Fim
da linha
Pedro
J. Bondaczuk
Você
é capaz, caro leitor, de identificar o autor deste texto?: “A
esperança não será a prova de um sentido oculto da existência,
uma coisa que merece que se lute por ela?”. E deste?: “Creio que
a verdade é perfeita para a matemática, a química, a filosofia,
mas não para a vida.

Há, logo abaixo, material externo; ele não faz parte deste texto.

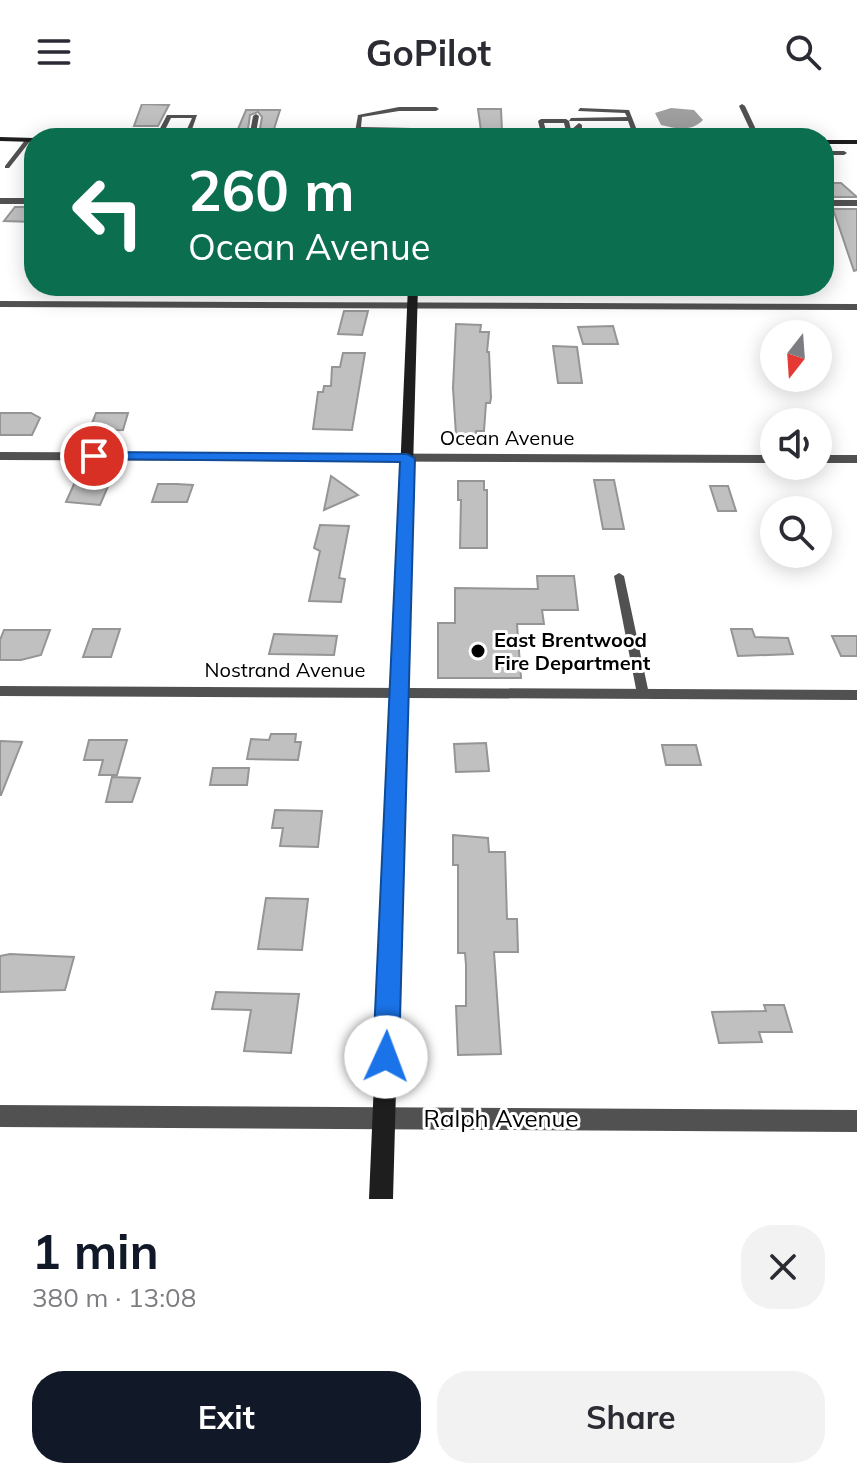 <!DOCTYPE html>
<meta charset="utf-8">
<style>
body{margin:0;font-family:Mulish,sans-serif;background:#f2f2f3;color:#2b2b33;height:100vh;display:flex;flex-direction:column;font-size:30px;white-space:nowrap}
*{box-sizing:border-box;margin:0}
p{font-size:26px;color:#7c7c81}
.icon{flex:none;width:44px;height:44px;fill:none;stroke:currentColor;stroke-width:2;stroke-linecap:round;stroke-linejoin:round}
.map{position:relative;height:1095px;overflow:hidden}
.side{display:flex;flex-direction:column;background:#fff;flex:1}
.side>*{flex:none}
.top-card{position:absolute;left:24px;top:24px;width:810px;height:168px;border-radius:32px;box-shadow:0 4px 20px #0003;background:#0b6e4f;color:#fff;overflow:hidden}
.needle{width:52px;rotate:197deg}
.controls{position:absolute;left:760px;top:216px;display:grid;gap:16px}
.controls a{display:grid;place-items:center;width:72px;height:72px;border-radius:50%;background:#fff;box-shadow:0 4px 20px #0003;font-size:40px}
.pin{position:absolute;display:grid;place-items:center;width:68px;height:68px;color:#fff;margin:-34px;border:4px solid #fff;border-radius:50%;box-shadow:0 2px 8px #0007}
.me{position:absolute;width:88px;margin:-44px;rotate:2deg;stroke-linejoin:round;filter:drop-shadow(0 0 6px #0008)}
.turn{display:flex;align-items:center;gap:28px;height:168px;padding:0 32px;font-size:36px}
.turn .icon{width:104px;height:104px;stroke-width:2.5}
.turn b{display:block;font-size:56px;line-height:68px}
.round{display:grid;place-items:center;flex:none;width:84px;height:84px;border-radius:32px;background:#f2f2f3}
.head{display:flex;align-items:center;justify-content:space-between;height:136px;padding:0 32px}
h1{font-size:48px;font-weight:700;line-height:60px;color:#111827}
.action{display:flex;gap:16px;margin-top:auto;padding:16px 32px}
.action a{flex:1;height:92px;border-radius:32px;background:#111827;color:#fff;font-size:32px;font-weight:700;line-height:92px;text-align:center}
.action a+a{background:#f2f2f3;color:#2b2b33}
header{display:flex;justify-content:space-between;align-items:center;height:104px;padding:0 32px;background:#fff;font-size:36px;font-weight:700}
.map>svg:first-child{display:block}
</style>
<header><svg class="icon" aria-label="menu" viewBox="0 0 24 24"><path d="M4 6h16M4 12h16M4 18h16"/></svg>GoPilot<svg class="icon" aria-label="search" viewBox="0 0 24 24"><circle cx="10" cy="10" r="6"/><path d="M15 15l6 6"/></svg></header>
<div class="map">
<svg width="857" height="1095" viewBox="0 0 857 1095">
<rect width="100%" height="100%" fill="#fff"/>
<path fill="#9f9f9f" d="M671,4L694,6L703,16C691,28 677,25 661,21L655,9Z"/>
<path fill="#c0c0c0" stroke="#959595" stroke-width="2" d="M142,0L169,1L158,22H134Z
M478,5H501L502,27H481Z
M246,6H280L274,25H260L262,13L258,8L250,11L248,25H238Z
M824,79H841L857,93H829Z
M15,103H34V118L4,117Z
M833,105H857V166L854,167Z
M344,207H368L362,231L338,230Z
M456,220L481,221L480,228H489L487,248H489L491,294L490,299H486L484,327H476V331H456L453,284Z
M613,222L618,240H583L578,223Z
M553,242L577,243L582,279H558Z
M343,249H365L352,326L313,325L318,288H323L324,282H331L332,263H340Z
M0,309H31L40,314L32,331H0Z
M96,309H128L123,326L89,327Z
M331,372L358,391L324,406Z
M594,376H614L624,425H603Z
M458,377H484V386H487V444H460L461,396H458Z
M74,380H109L100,401L66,398Z
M158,380H176L193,381L187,398H152Z
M710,382H728L736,407H718Z
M320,421L349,422L339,474L345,475L341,498L309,497L320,447L314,444Z
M537,472H574L578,506H542L544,520H517L521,574H438V519H455V484L538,485Z
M93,525H120L111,553H83Z
M731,525H752L755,533L788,534L793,550L738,552Z
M4,526H50L41,551L21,556H0V536Z
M274,530L337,532L334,551L269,550Z
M832,532H857V552H841Z
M271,630H296L295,638H301L298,656L247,655L251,635L269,636Z
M89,636H127L117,671H99L103,656H84Z
M0,637L22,638L1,691H0Z
M486,639L489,667L456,668L454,640Z
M662,641H696L701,661H666Z
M213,664H249L247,681H210Z
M112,673L140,674L132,698H106Z
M275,706L322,707L318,743L280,742L283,724H272Z
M453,731L488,734L489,748H505L507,815H517L518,848H494L501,950L458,951L456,902H466V861L465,849H458V761H453Z
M266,794L308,795L302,846L258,845Z
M10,850L74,853L65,886L0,888V852Z
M216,888L299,890L291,949L244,947L251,906L212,905Z
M764,901H784L792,928H759L762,938L719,939L712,908L766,907Z"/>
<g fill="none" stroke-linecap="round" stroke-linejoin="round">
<path fill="#515151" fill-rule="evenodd" d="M742,0L745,2L760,34H754L739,2Z
M399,3H436L439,5L436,7H399L362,13L361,23L412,24L418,26L420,34H414L412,28L361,27L360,34H354L358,11Z
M580,4L629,6L640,34H634L628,17H569L571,14L627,13L625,9L578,7Z
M256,10L259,12L255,34H249L253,12Z
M167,11H197L189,34H183L192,14H171L161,34H155Z
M541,15H566L569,17L571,26L579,19L582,21V24L572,30L573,34H567L566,31H544L541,29L538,17ZM544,19H564L566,27H546Z
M26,35L31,36L9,64H5V62Z
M824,47H844L847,49L844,51H824Z
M619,469L624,472L649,590L643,594L637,590L614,472Z"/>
<path fill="#515151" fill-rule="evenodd" d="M0,94H34V100H0Z
M824,96H857V102H824Z
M0,197L857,200V206L0,203Z
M0,348L774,351V359L0,356Z
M818,351H857V359H818Z
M0,582L857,586V596L0,592Z
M0,1001L857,1006V1028L0,1023Z"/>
<path fill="#1e1e1e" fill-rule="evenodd" d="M0,33L34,34H36L34,38L0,37Z
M824,36H857V40H824Z
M408,182H418L393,1095H369Z"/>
</g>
<path fill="#1a73e8" stroke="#114b97" stroke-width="2" d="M94,348L407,350L415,354L399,953L395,961L386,964L377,961L373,953L400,358L89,355V349Z"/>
<circle fill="#000" stroke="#fff" stroke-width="3" cx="478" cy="547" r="8"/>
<g text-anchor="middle" stroke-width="6" stroke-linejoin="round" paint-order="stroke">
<g font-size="20" fill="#000" stroke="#fff">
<text x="507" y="341">Ocean Avenue</text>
<text x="285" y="573">Nostrand Avenue</text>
</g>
<g font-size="20" font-weight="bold" fill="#000" stroke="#fff" text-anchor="start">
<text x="494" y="543">East Brentwood<tspan x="494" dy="23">Fire Department</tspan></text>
</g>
<g font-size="24" fill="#000" stroke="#fff">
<text x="501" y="1023">Ralph Avenue</text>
</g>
</g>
</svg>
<div class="controls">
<a><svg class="needle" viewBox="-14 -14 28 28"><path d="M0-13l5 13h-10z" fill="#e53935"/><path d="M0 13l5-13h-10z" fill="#7c7c81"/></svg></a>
<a><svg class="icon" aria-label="sound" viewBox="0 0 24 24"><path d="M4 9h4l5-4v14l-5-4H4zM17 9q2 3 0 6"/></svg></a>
<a><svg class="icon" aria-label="search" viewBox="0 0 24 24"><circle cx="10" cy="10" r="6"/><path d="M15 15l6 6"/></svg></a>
</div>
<div class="pin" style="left:94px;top:352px;background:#d93025"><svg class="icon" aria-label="arrive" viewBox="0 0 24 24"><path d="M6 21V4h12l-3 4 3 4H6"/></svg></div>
<svg class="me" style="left:386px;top:953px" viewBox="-20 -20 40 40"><circle r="19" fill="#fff"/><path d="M0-13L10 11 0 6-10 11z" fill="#1a73e8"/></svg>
<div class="top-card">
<div class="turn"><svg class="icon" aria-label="left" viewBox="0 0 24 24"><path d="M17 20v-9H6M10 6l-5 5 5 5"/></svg><div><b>260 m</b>Ocean Avenue</div></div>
</div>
</div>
<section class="side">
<div class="head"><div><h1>1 min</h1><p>380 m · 13:08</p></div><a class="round"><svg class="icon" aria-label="close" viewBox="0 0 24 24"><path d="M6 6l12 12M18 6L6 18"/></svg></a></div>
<div class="action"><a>Exit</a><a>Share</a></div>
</section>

Na vida contam mais a ilusão, a imaginação,
o desejo e a esperança”. Ou deste outro?: “A vaidade é um
elemento tão sutil da alma humana que a encontramos onde menos se
espera, ao lado da bondade, da abnegação, da generosidade”.
Tratam-se
de ideias expressas com coragem e com meridiana clareza por alguém
afeito a perscrutar a alma humana para compreender o que move o
homem, seus anseios, suas angústias, suas dúvidas e contradições.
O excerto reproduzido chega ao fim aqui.